-- PROBLEM DESCRIPTION --
Set down exactly the lines below between the line holding "<h2>3 min<small>Walk · 220 m</small></h2>" and the line holding "20V5M6 11l6-6 6", inclusive; no other line belongs in the answer.
[AVAILABLE DATA Boundary: Start]
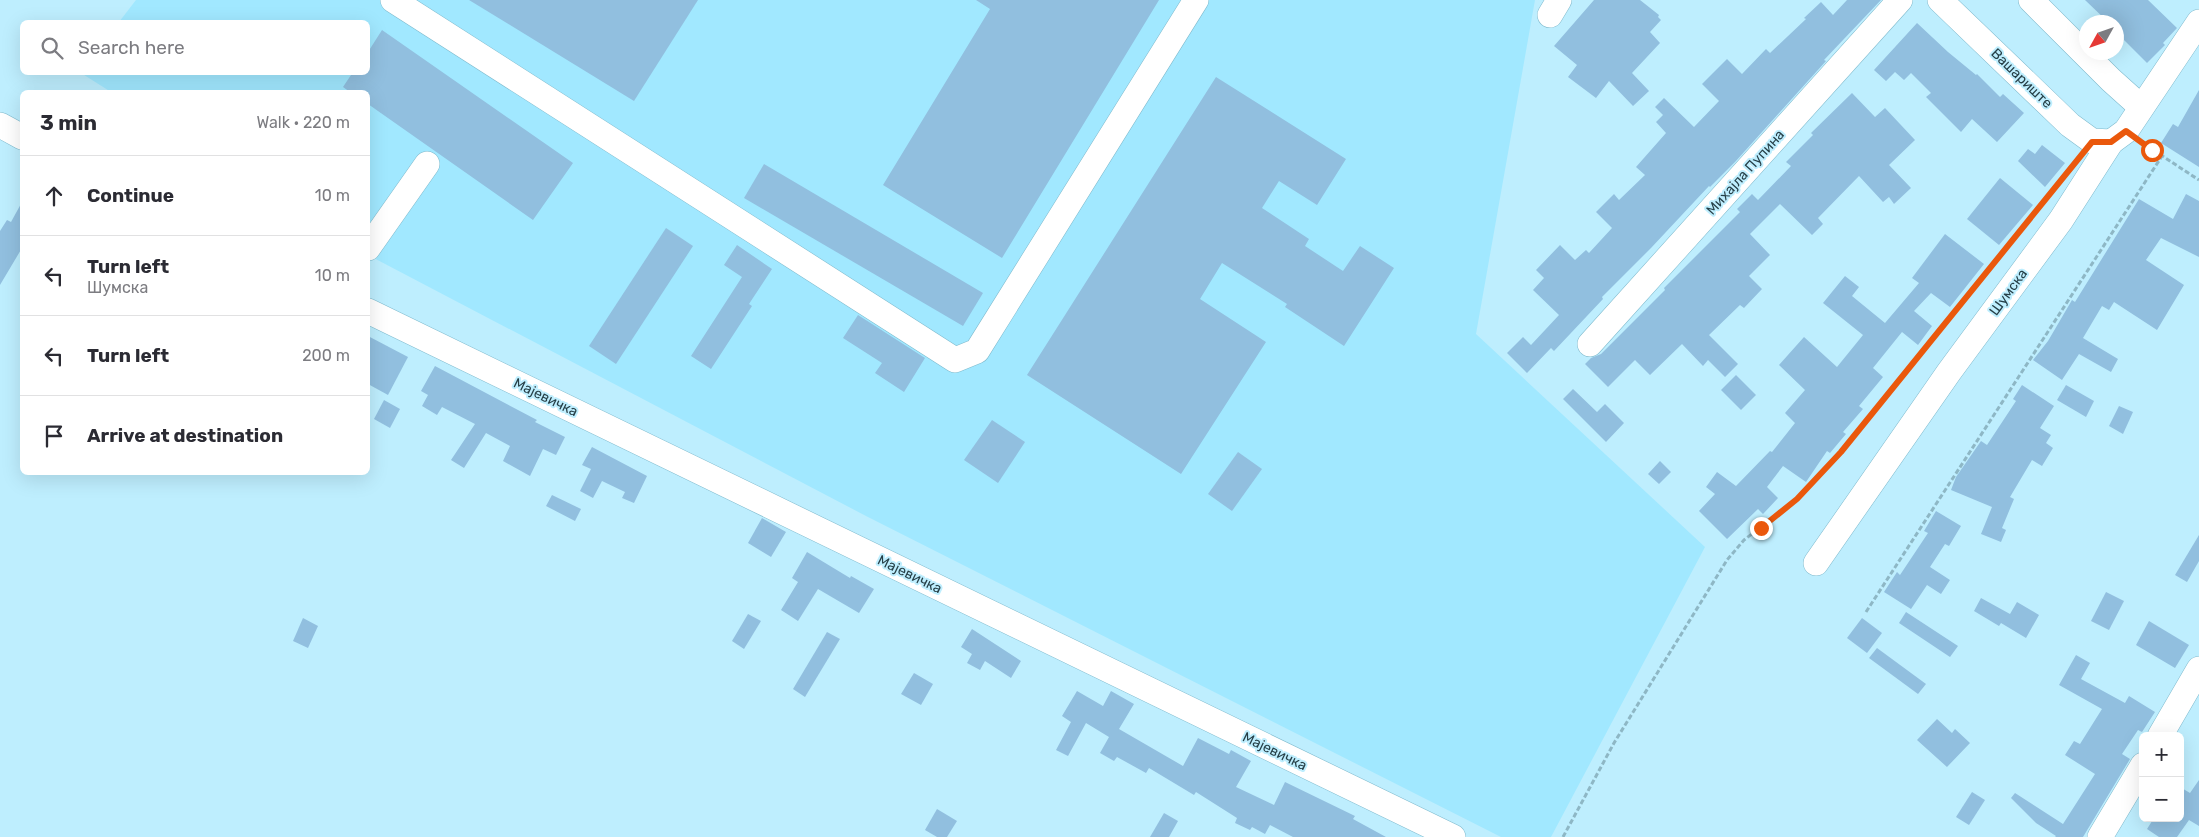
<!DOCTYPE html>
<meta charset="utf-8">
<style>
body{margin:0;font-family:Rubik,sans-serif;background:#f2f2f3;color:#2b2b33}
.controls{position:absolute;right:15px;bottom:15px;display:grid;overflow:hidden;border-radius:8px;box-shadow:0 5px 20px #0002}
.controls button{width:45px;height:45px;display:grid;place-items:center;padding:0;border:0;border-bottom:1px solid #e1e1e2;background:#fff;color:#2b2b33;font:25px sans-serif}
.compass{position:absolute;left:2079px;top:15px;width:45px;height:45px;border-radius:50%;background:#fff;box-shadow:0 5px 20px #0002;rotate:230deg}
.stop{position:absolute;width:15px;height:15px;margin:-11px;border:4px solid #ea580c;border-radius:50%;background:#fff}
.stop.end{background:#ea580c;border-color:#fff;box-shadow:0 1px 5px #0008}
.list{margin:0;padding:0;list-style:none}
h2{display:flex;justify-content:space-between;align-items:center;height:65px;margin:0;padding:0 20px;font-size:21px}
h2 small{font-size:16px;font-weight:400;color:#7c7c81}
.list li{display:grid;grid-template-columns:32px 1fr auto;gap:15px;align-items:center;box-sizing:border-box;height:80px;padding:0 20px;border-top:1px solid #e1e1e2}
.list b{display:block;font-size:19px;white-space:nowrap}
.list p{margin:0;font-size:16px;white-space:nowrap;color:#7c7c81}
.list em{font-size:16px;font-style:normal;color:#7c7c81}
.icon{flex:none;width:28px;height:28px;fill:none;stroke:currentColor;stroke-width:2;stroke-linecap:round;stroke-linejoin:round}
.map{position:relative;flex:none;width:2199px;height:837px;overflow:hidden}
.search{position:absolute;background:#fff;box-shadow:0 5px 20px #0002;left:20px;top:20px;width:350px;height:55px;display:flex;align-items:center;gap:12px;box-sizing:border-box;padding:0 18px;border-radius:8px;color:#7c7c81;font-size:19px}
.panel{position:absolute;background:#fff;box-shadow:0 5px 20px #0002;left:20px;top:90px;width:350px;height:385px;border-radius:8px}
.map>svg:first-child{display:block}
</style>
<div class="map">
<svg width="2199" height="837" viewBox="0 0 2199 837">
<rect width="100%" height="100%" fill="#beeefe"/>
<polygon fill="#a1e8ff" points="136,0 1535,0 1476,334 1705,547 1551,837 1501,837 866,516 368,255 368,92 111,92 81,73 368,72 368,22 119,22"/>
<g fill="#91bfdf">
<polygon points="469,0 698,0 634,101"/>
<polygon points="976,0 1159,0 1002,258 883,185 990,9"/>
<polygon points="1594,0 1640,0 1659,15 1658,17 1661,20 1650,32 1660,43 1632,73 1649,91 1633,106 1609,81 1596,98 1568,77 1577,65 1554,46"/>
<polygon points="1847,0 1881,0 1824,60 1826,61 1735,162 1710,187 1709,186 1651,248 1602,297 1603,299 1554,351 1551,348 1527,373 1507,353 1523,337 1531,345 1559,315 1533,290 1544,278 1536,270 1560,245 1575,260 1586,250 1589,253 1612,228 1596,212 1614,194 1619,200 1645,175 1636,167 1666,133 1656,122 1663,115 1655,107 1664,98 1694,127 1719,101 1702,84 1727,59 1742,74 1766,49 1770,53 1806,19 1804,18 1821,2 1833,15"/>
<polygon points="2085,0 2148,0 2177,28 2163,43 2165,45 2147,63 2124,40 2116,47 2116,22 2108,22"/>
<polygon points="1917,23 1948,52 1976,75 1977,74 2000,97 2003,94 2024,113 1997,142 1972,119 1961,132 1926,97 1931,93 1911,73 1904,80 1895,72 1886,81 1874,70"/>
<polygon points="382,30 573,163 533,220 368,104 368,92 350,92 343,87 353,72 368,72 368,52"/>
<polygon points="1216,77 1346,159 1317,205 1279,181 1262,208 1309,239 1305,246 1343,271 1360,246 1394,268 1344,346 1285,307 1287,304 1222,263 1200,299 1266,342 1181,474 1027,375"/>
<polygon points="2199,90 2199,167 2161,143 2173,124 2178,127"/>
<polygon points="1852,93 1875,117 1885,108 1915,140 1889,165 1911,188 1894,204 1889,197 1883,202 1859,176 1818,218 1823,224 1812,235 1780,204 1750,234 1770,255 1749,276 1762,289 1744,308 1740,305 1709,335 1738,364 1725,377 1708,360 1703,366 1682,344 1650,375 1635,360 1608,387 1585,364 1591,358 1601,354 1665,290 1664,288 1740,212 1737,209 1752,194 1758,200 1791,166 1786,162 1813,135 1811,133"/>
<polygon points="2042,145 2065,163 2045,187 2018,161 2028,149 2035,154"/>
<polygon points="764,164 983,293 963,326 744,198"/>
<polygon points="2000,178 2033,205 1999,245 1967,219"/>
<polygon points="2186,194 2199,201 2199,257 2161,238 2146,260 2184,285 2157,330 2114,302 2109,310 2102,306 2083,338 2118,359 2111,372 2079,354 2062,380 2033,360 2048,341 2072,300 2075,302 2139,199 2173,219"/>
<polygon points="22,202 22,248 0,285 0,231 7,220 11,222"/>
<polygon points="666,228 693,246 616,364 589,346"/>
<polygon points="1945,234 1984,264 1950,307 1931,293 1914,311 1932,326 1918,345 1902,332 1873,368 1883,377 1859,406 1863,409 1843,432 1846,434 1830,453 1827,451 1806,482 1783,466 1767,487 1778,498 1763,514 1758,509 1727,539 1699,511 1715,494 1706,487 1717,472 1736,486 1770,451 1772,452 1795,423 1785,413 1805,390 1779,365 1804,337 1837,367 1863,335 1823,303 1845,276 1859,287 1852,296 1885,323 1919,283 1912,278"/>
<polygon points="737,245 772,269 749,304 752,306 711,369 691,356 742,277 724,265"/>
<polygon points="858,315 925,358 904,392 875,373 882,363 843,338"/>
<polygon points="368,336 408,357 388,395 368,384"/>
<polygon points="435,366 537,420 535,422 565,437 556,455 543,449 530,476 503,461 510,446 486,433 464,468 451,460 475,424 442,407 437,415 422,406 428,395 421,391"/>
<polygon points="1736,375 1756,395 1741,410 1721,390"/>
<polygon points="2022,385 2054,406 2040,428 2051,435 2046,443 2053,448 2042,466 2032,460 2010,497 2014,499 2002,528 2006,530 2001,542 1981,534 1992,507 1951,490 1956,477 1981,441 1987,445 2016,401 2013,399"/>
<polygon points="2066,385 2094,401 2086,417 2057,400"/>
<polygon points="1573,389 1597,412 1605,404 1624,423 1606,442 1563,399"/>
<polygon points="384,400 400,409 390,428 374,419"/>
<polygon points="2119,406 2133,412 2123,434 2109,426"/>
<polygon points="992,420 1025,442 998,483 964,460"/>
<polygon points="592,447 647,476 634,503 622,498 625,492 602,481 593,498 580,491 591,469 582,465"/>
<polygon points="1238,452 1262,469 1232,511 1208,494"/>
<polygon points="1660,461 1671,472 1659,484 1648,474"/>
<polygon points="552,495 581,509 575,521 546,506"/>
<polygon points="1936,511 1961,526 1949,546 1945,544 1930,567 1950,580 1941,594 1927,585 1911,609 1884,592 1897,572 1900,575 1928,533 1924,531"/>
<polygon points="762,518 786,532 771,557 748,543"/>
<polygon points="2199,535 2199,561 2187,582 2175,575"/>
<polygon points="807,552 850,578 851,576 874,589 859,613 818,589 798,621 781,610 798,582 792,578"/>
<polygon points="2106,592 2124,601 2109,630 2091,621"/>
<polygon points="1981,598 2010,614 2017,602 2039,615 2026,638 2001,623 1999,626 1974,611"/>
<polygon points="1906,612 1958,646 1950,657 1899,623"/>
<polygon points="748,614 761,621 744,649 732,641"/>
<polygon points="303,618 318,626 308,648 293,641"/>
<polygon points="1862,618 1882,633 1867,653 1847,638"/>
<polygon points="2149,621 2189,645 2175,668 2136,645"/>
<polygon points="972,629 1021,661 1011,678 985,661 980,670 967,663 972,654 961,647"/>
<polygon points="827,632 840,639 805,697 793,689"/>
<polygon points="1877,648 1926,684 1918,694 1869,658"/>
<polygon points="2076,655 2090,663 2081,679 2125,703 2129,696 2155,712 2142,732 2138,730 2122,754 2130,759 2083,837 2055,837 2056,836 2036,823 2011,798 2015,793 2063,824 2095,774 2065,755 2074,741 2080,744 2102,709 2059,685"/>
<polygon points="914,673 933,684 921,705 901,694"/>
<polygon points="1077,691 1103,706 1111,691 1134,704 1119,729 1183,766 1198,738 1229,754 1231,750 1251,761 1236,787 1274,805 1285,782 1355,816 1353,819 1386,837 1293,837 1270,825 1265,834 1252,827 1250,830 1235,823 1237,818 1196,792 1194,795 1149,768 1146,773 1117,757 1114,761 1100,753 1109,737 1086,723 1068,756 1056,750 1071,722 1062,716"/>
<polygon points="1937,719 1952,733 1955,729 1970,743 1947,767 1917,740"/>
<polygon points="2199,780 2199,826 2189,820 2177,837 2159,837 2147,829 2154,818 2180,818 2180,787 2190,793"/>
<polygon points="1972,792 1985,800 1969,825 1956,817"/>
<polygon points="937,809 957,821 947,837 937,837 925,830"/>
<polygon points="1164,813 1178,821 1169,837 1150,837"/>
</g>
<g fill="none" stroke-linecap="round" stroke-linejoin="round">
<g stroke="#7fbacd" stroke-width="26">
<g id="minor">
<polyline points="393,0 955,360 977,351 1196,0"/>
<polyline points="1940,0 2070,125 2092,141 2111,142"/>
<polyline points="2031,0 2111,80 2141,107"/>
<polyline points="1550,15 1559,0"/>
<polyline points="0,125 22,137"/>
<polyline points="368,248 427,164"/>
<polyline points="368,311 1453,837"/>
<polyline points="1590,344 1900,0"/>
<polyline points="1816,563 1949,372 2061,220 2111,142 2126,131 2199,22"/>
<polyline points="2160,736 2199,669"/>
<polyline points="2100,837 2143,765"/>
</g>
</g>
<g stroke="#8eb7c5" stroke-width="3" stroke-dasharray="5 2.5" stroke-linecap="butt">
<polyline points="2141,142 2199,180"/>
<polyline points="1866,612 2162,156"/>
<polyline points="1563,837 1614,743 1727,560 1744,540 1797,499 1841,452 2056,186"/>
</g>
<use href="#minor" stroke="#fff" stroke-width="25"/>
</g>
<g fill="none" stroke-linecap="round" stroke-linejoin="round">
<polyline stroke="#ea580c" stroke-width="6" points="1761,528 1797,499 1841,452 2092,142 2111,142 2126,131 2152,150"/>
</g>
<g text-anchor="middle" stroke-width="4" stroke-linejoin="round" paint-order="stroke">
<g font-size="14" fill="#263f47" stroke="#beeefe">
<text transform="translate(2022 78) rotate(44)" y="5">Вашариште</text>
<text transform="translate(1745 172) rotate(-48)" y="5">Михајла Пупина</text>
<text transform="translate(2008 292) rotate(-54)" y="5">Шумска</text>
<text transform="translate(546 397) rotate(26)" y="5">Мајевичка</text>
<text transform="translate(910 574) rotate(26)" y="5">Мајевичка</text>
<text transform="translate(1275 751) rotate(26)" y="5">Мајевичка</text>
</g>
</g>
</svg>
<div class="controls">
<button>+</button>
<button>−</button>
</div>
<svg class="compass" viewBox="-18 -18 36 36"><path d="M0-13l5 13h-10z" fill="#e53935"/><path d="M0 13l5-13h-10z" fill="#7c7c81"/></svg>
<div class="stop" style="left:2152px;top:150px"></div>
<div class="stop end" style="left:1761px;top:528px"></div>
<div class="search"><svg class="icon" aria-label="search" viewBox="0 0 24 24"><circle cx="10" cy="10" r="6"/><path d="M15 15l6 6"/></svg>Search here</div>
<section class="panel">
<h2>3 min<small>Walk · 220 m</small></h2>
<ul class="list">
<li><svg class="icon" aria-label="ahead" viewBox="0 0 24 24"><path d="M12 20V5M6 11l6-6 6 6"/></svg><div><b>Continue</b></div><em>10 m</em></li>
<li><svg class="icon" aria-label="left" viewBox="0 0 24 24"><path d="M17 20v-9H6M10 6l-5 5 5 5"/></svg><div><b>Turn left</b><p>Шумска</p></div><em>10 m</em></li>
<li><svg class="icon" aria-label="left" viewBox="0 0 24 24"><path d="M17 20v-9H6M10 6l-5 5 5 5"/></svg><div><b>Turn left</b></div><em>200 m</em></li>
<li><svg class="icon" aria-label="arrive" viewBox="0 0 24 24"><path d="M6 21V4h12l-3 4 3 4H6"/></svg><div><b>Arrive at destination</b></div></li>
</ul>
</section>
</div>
[AVAILABLE DATA Boundary: End]
-- ANSWER BELOW --
<h2>3 min<small>Walk · 220 m</small></h2>
<ul class="list">
<li><svg class="icon" aria-label="ahead" viewBox="0 0 24 24"><path d="M12 20V5M6 11l6-6 6 6"/></svg><div><b>Continue</b></div><em>10 m</em></li>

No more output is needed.